The next weightiest scoring consideration is credit utilization. The less debt you carry over on your credit card from one month to the next, the better – and no debt is best. By regularly using the card to make purchases and paying in full, you will prove financial stability. It will show that you’re not charging to make ends meet, but are using the card as a smart payment tool.

If you were to finance a vehicle or home, it could help push your scores upward, even with a big balance appearing on your credit report. Having both loans and credit cards on your credit report and managing them well indicates that you can handle a variety of credit products, which boosts a score.
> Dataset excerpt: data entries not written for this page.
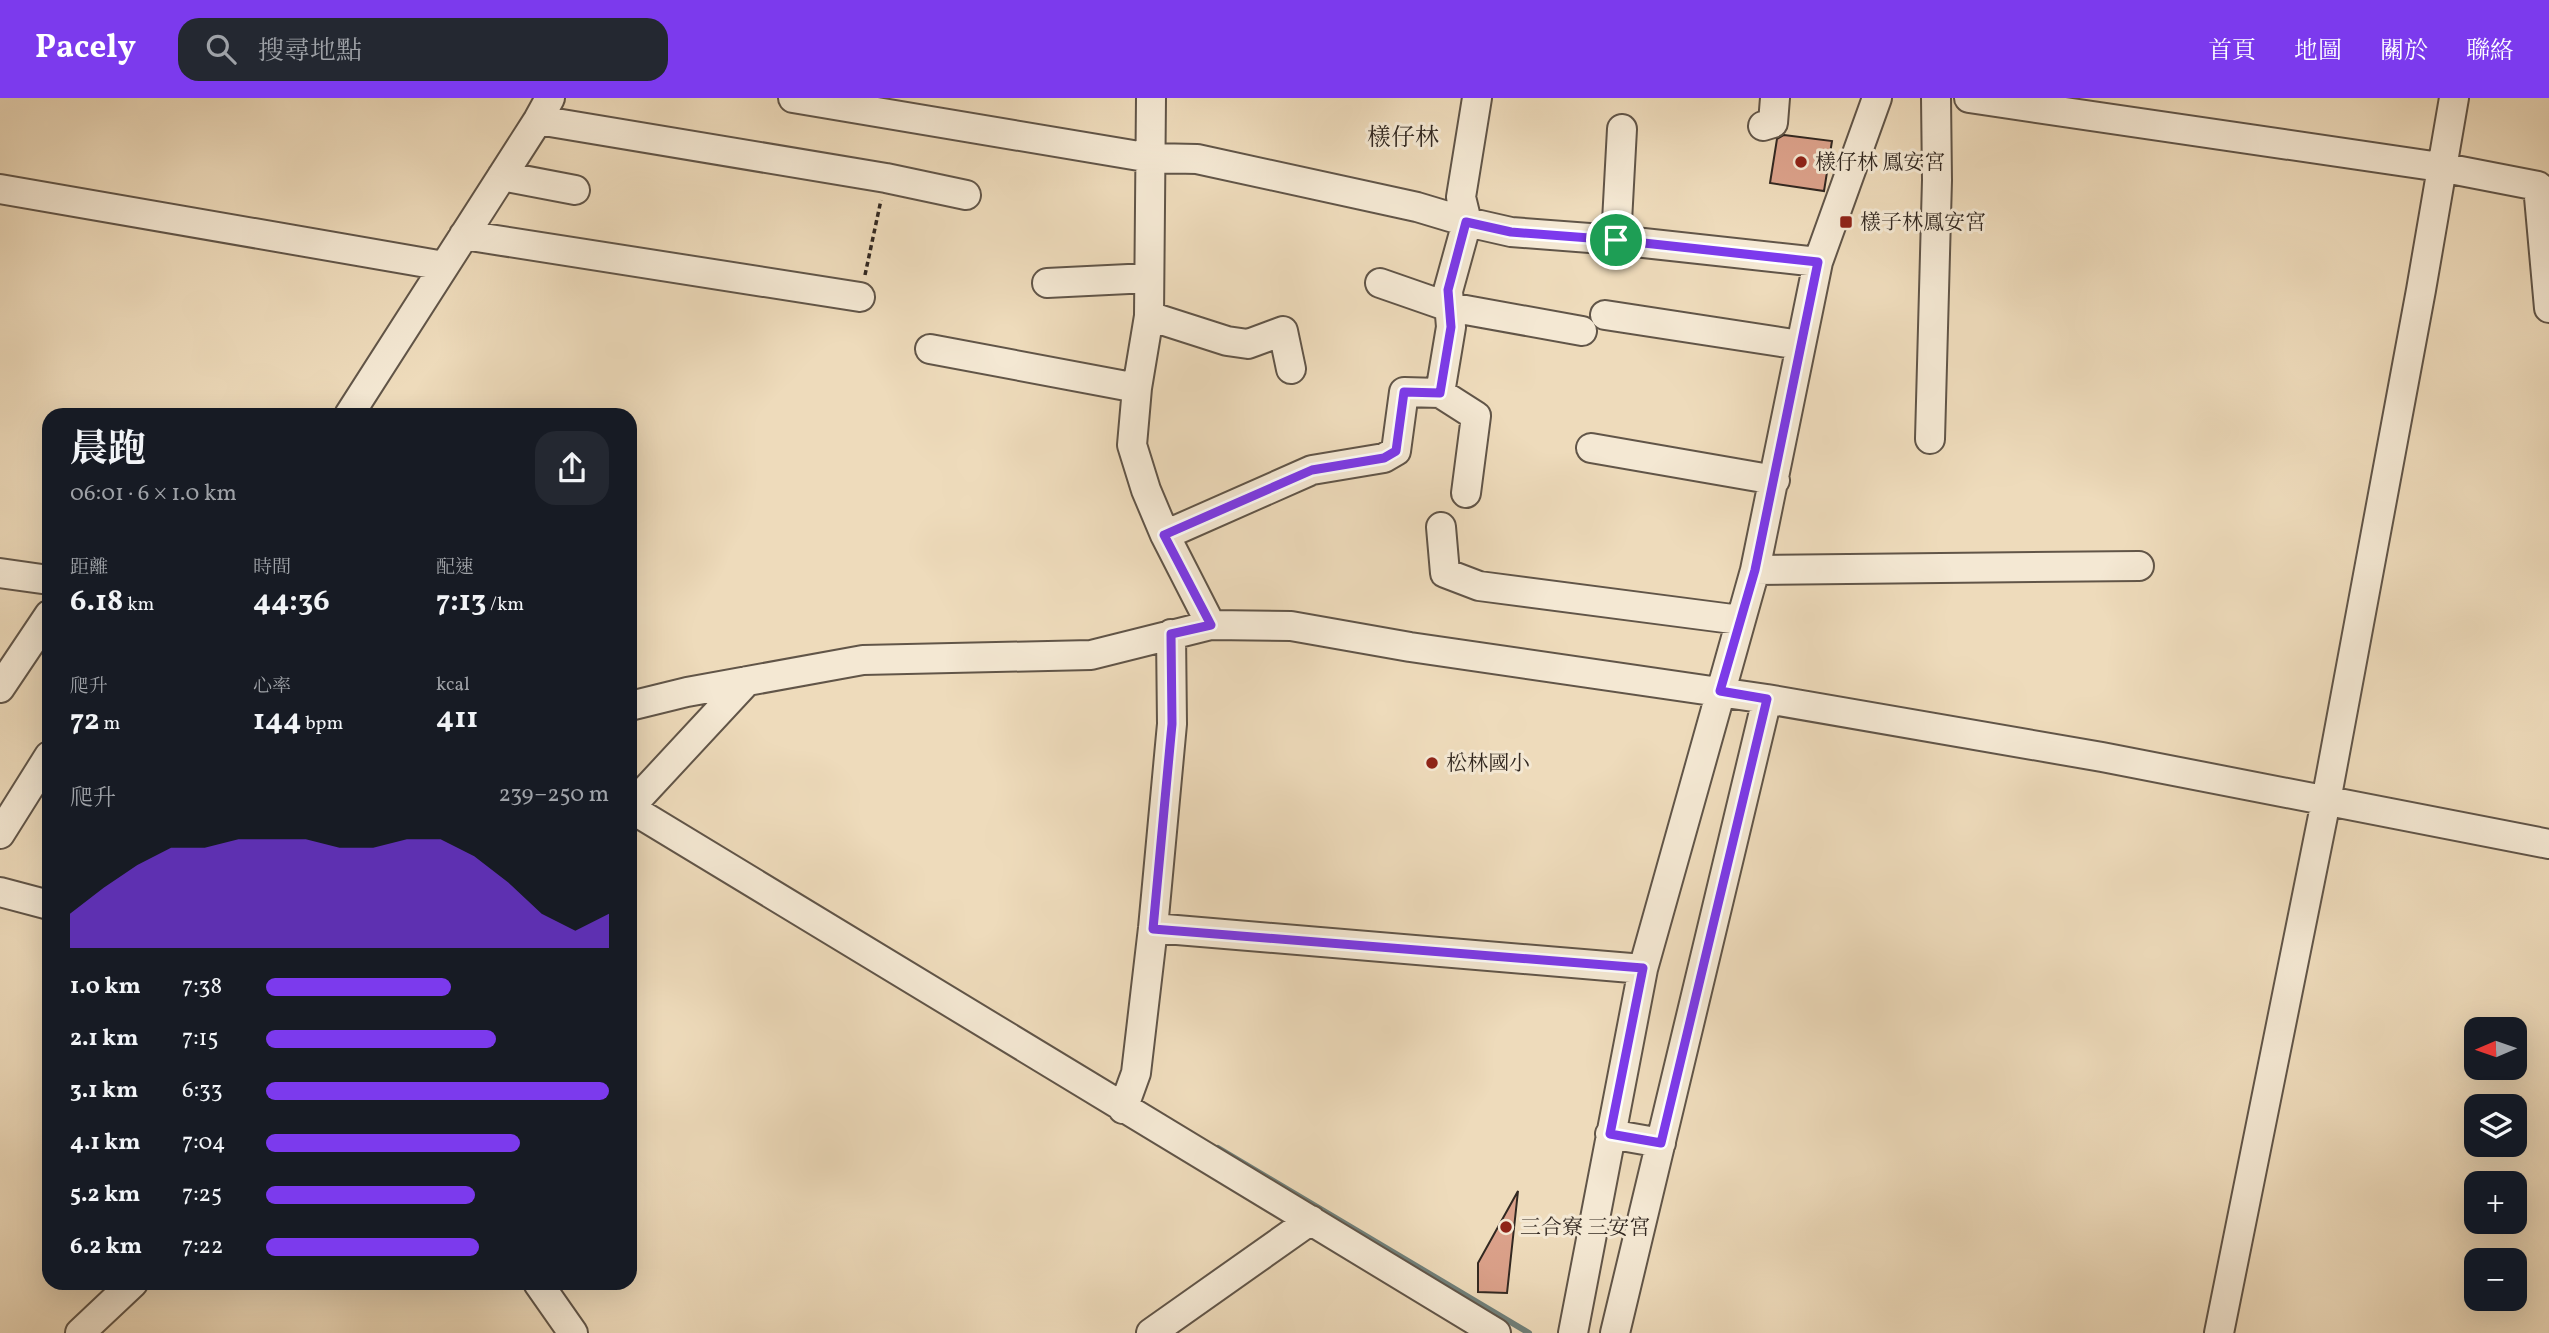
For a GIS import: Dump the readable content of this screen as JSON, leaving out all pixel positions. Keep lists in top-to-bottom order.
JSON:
{
  "districts": ["檨仔林"],
  "places": {
    "other": ["檨仔林 鳳安宮", "松林國小", "三合寮 三安宮"],
    "transit": ["檨子林鳳安宮"]
  },
  "north": "left",
  "page": {
    "header": "Pacely",
    "search": "搜尋地點",
    "nav": [
      "首頁",
      "地圖",
      "關於",
      "聯絡"
    ],
    "heading": ["晨跑", "06:01 · 6 × 1.0 km"],
    "stats": [
      ["距離", "6.18 km"],
      ["時間", "44:36"],
      ["配速", "7:13 /km"],
      ["爬升", "72 m"],
      ["心率", "144 bpm"],
      ["kcal", "411"]
    ],
    "chart": ["爬升", "239–250 m"],
    "list": [
      {
        "name": "1.0 km",
        "note": "7:38"
      },
      {
        "name": "2.1 km",
        "note": "7:15"
      },
      {
        "name": "3.1 km",
        "note": "6:33"
      },
      {
        "name": "4.1 km",
        "note": "7:04"
      },
      {
        "name": "5.2 km",
        "note": "7:25"
      },
      {
        "name": "6.2 km",
        "note": "7:22"
      }
    ],
    "map_buttons": ["+", "−"]
  }
}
So here are my recommendations:

  • Pay off your balance. When it’s noted on your credit report that the balance is zero, the credit scoring companies will input that data into their algorithms and you should soon see a numerical increase.
  • Ask Discover for a higher credit limit. You may want to charge something expensive in the future and pay over a few months. That’s fine, but the balance shouldn’t exceed a third of the credit line. With your pattern of perfect payments, they might agree now – a March 2017 CreditCards.com survey found that you can often get better terms on your credit card just by asking. If they don’t, try again when you’ve repaid the debt and a full year has passed.
  • Add another credit card to your wallet. Not only will an additional card expand your credit utilization ratio, multiple accounts kept in good standing help credit scores rise. Apply for one you will qualify for (check out CreditCards.com’s CardMatch tool) and that fits your credit rating to avoid excessive hard inquiries, which will pull your scores down temporarily. At this point in your life, I would avoid cards with annual fees. Discover also offers free FICO scores, so you should be able to monitor your progress as well as know what type of cards you can qualify for based on your score.

With this strategy, I assure you that you’ll reach your goal. After that, it’s all about maintenance. Keep an eye on all credit card statements and check your credit reports to spot errors that could hurt your scores.